Aim of the exercise - The records that follow are to be reproduced exactly. Any pictures in them are left out.

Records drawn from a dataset
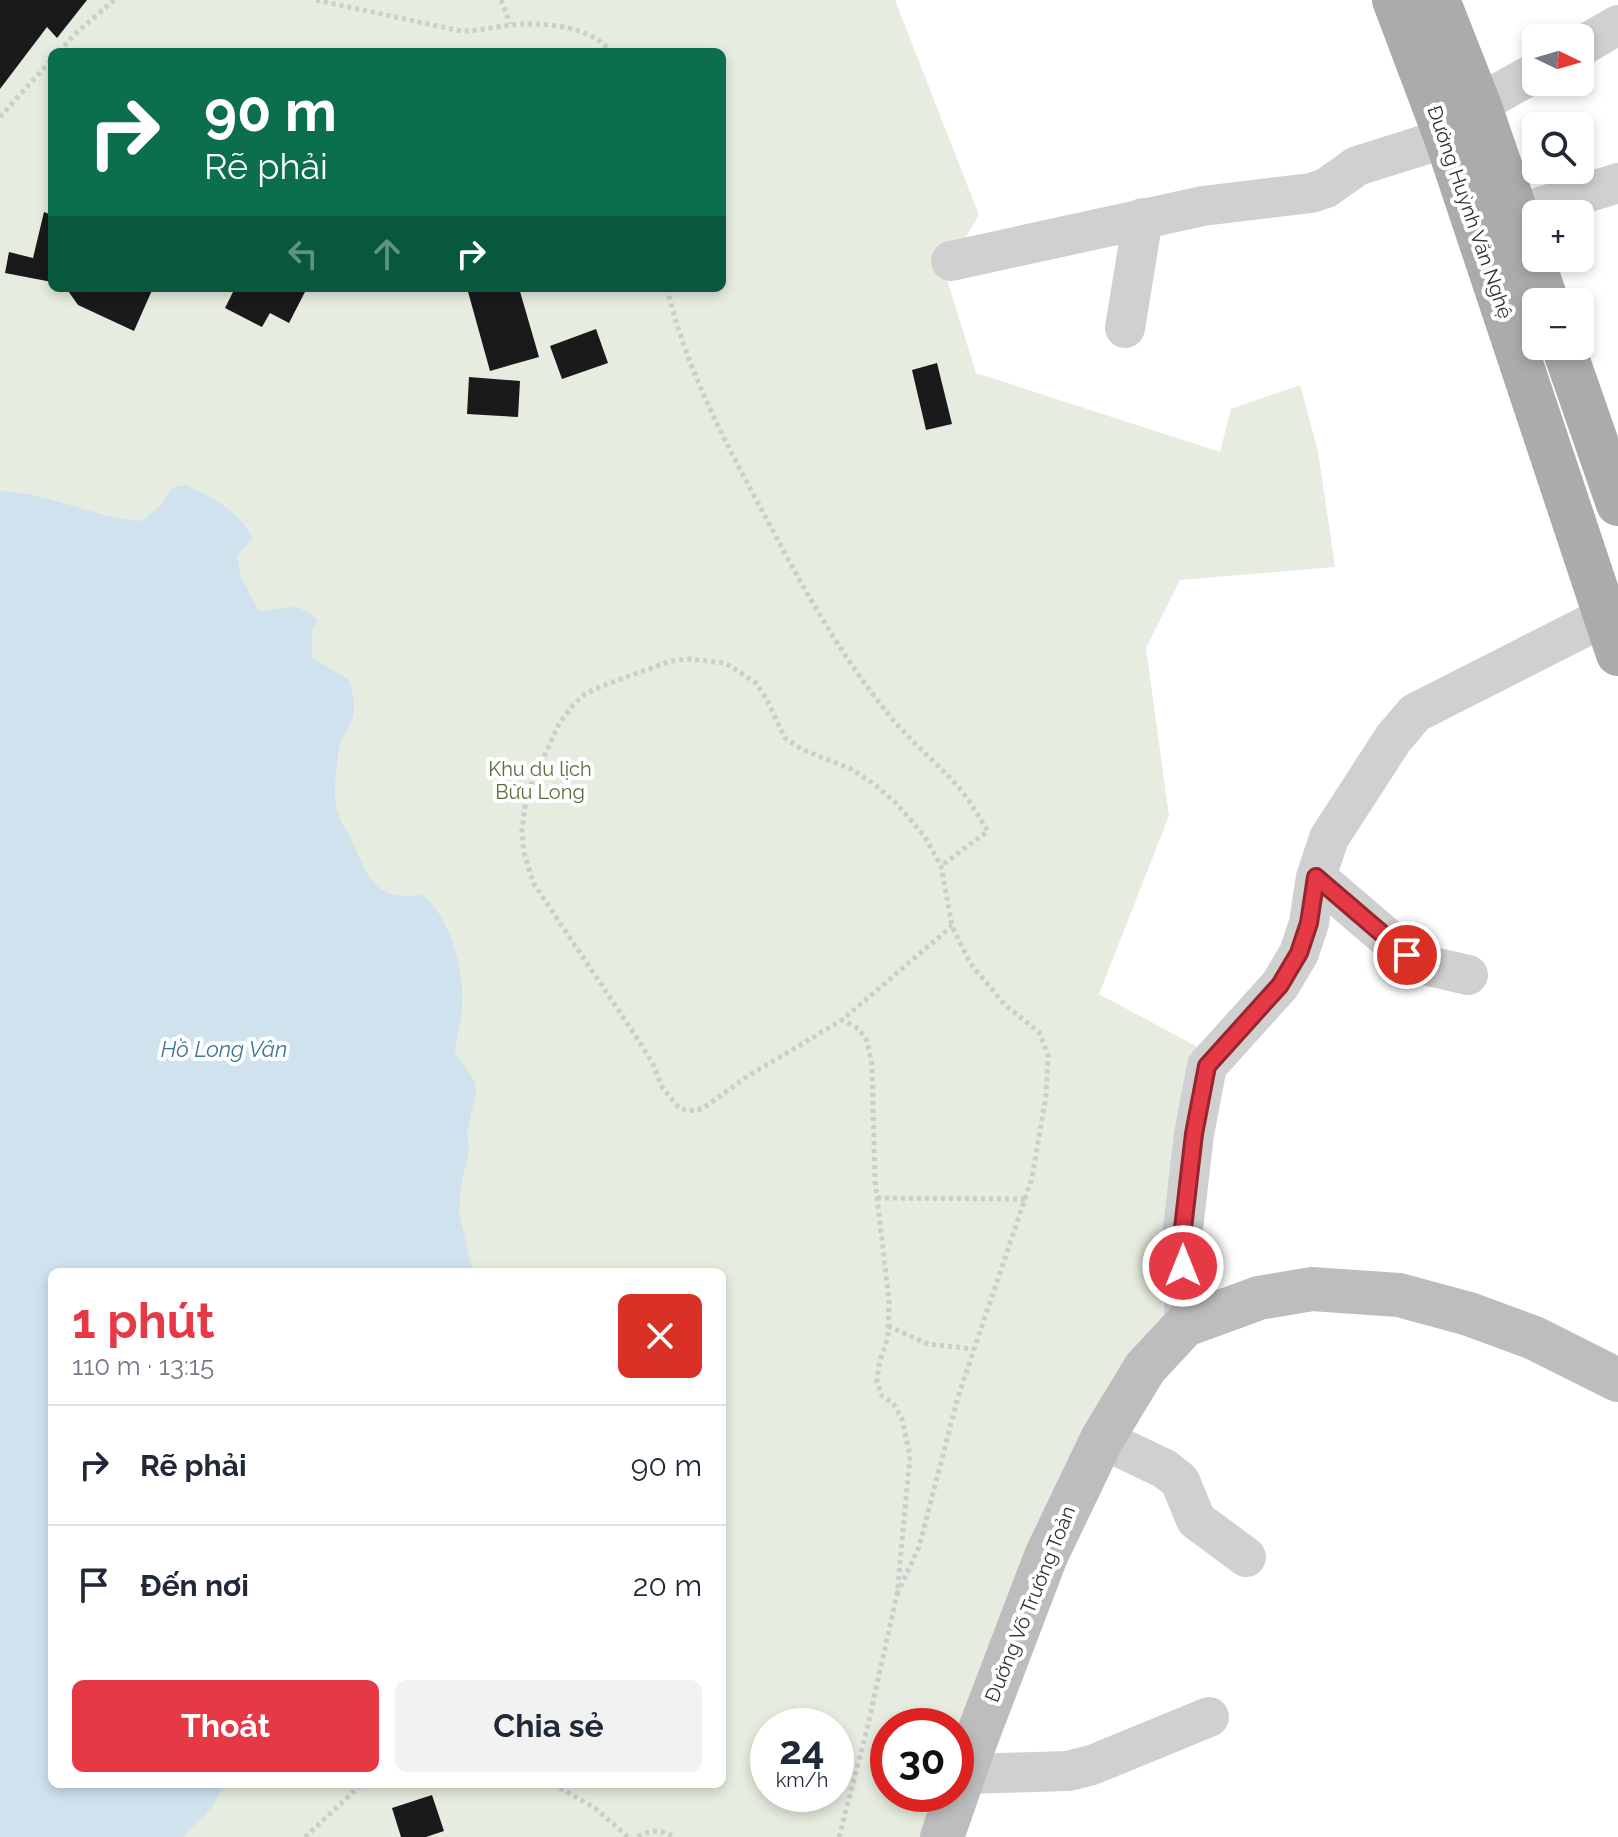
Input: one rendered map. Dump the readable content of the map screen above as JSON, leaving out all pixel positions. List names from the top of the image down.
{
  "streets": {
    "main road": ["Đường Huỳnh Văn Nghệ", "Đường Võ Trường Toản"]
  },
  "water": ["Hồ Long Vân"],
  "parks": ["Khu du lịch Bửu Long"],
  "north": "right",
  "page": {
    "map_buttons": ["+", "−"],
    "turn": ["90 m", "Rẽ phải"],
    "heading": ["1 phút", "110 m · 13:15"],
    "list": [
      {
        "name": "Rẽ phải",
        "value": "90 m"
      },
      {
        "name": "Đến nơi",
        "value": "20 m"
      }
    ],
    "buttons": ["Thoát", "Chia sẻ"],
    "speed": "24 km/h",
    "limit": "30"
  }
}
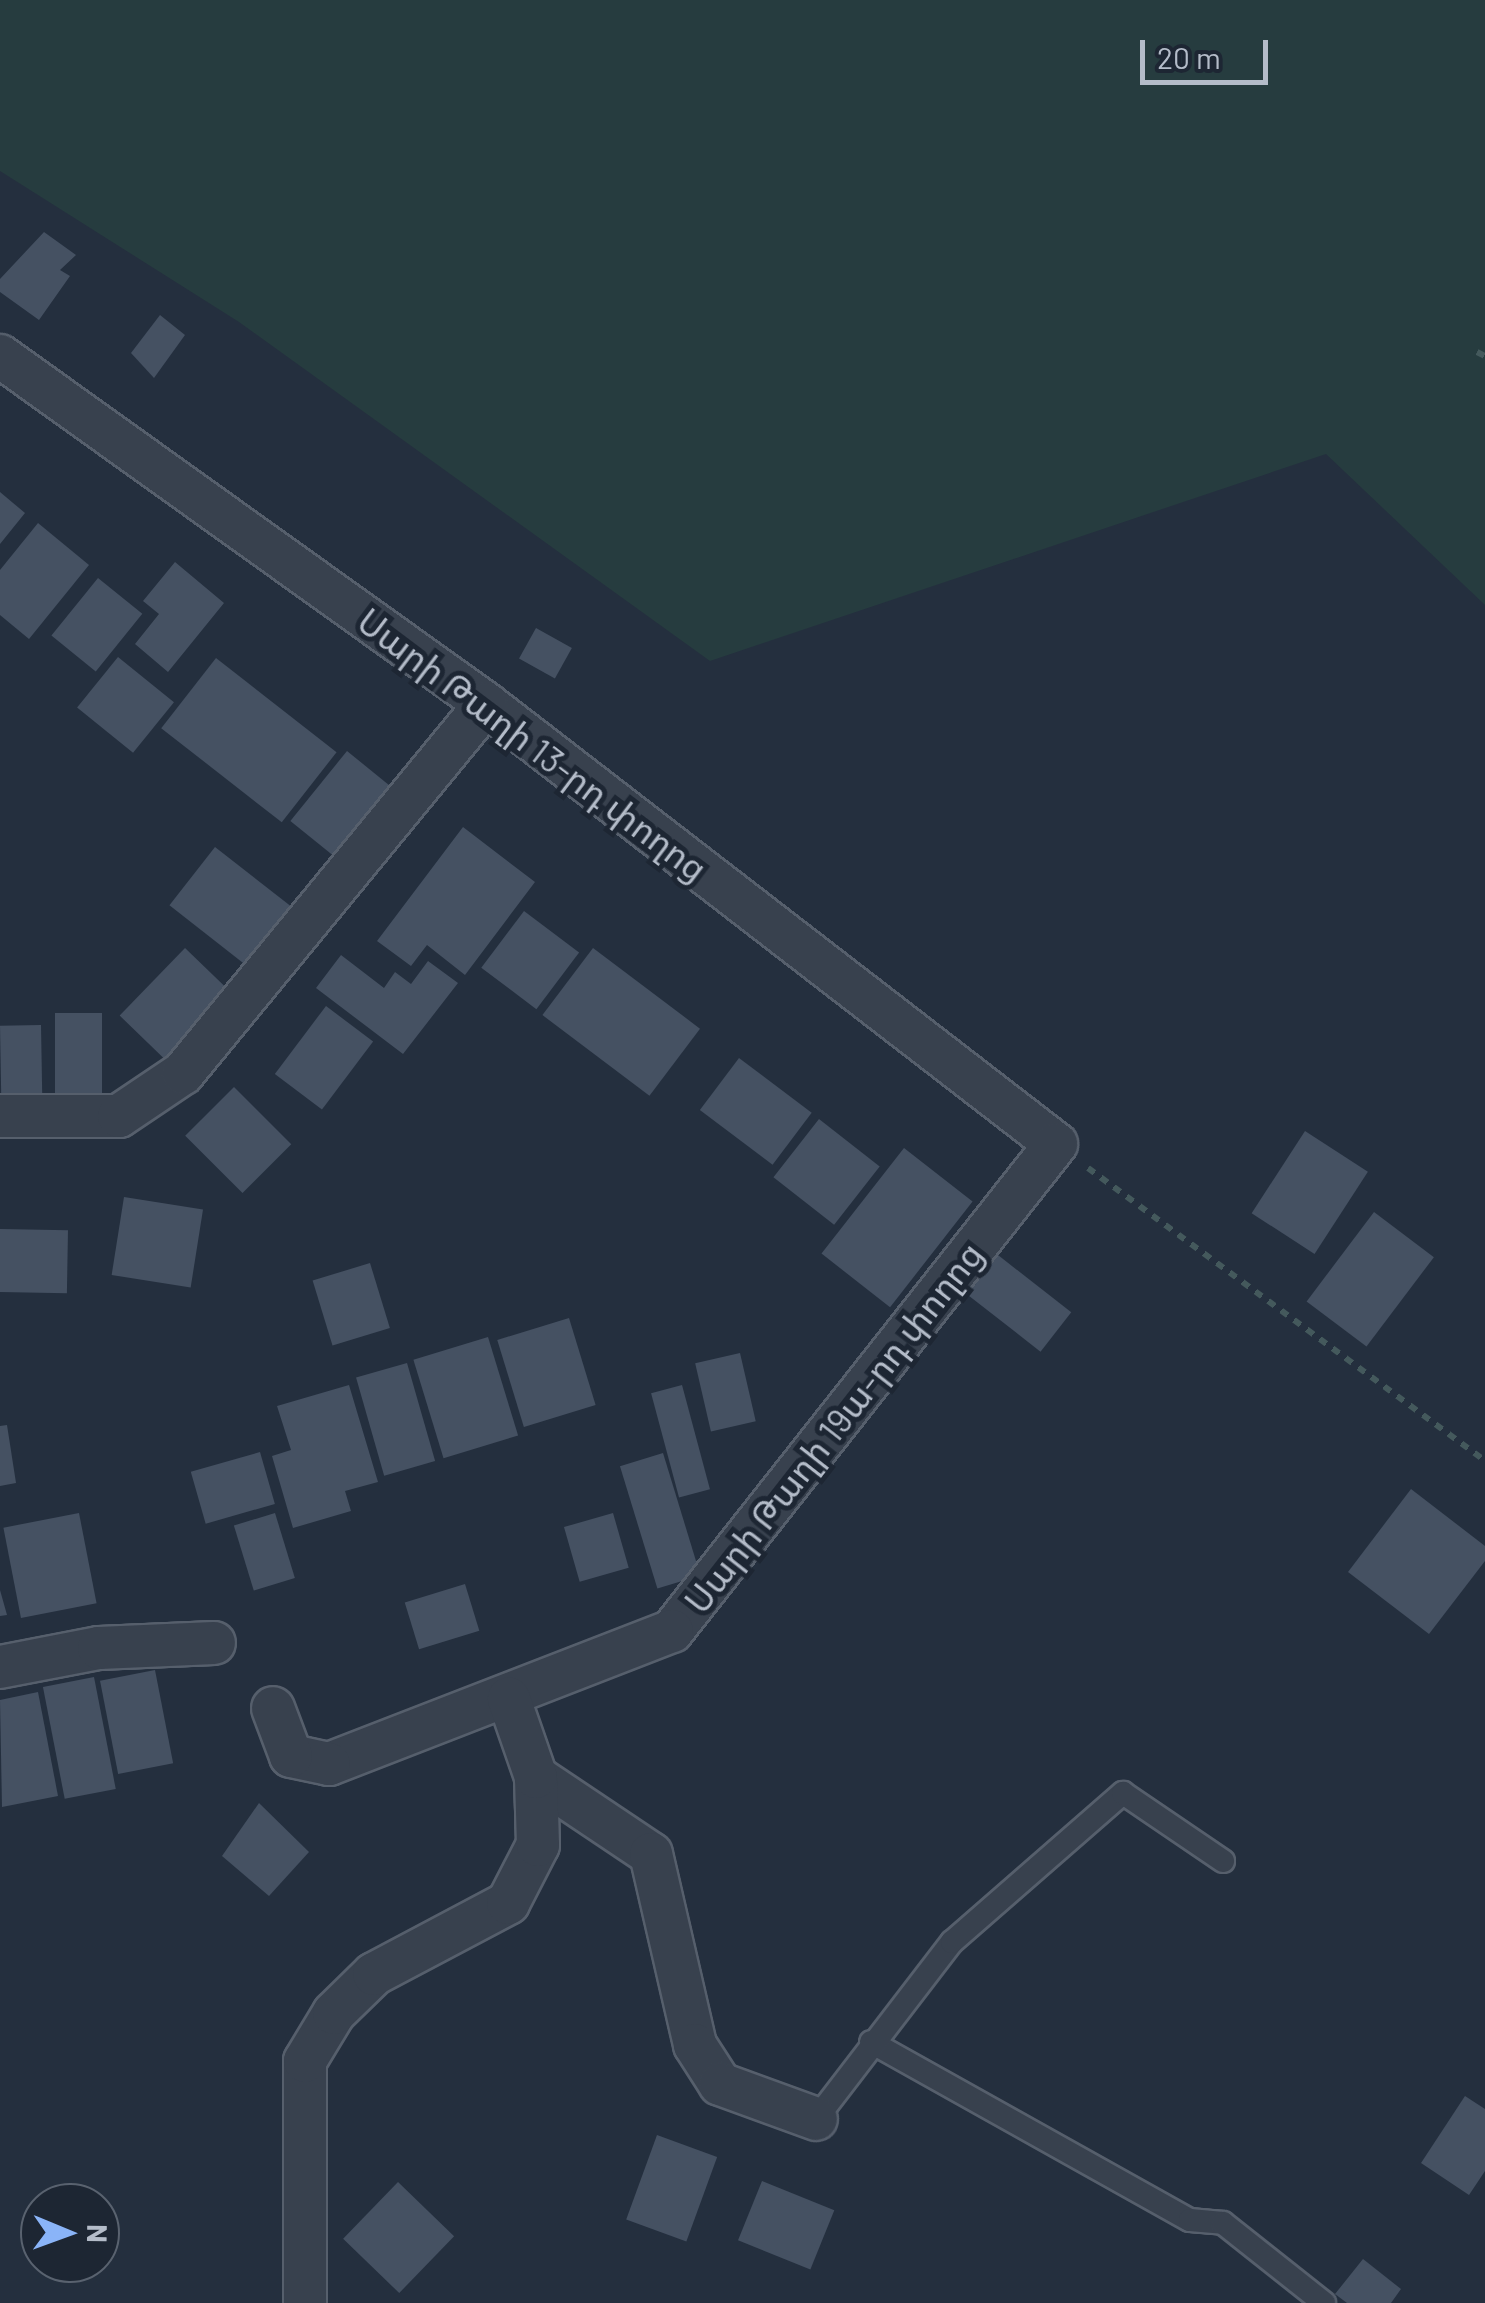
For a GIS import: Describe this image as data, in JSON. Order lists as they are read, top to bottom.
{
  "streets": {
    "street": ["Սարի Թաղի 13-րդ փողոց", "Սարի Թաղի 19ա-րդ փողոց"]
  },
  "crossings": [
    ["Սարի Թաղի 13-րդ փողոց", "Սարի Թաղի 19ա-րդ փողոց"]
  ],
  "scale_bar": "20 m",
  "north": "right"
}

Output of the exercise -
Input: one rendered map. Dump the readable content of the map screen above as JSON, leaving out all pixel positions. List names from the top of the image down.
{
  "streets": {
    "main road": ["Đường Huỳnh Văn Nghệ", "Đường Võ Trường Toản"]
  },
  "water": ["Hồ Long Vân"],
  "parks": ["Khu du lịch Bửu Long"],
  "north": "right",
  "page": {
    "map_buttons": ["+", "−"],
    "turn": ["90 m", "Rẽ phải"],
    "heading": ["1 phút", "110 m · 13:15"],
    "list": [
      {
        "name": "Rẽ phải",
        "value": "90 m"
      },
      {
        "name": "Đến nơi",
        "value": "20 m"
      }
    ],
    "buttons": ["Thoát", "Chia sẻ"],
    "speed": "24 km/h",
    "limit": "30"
  }
}
For a GIS import: Describe this image as data, in JSON. Order lists as they are read, top to bottom.
{
  "streets": {
    "street": ["Սարի Թաղի 13-րդ փողոց", "Սարի Թաղի 19ա-րդ փողոց"]
  },
  "crossings": [
    ["Սարի Թաղի 13-րդ փողոց", "Սարի Թաղի 19ա-րդ փողոց"]
  ],
  "scale_bar": "20 m",
  "north": "right"
}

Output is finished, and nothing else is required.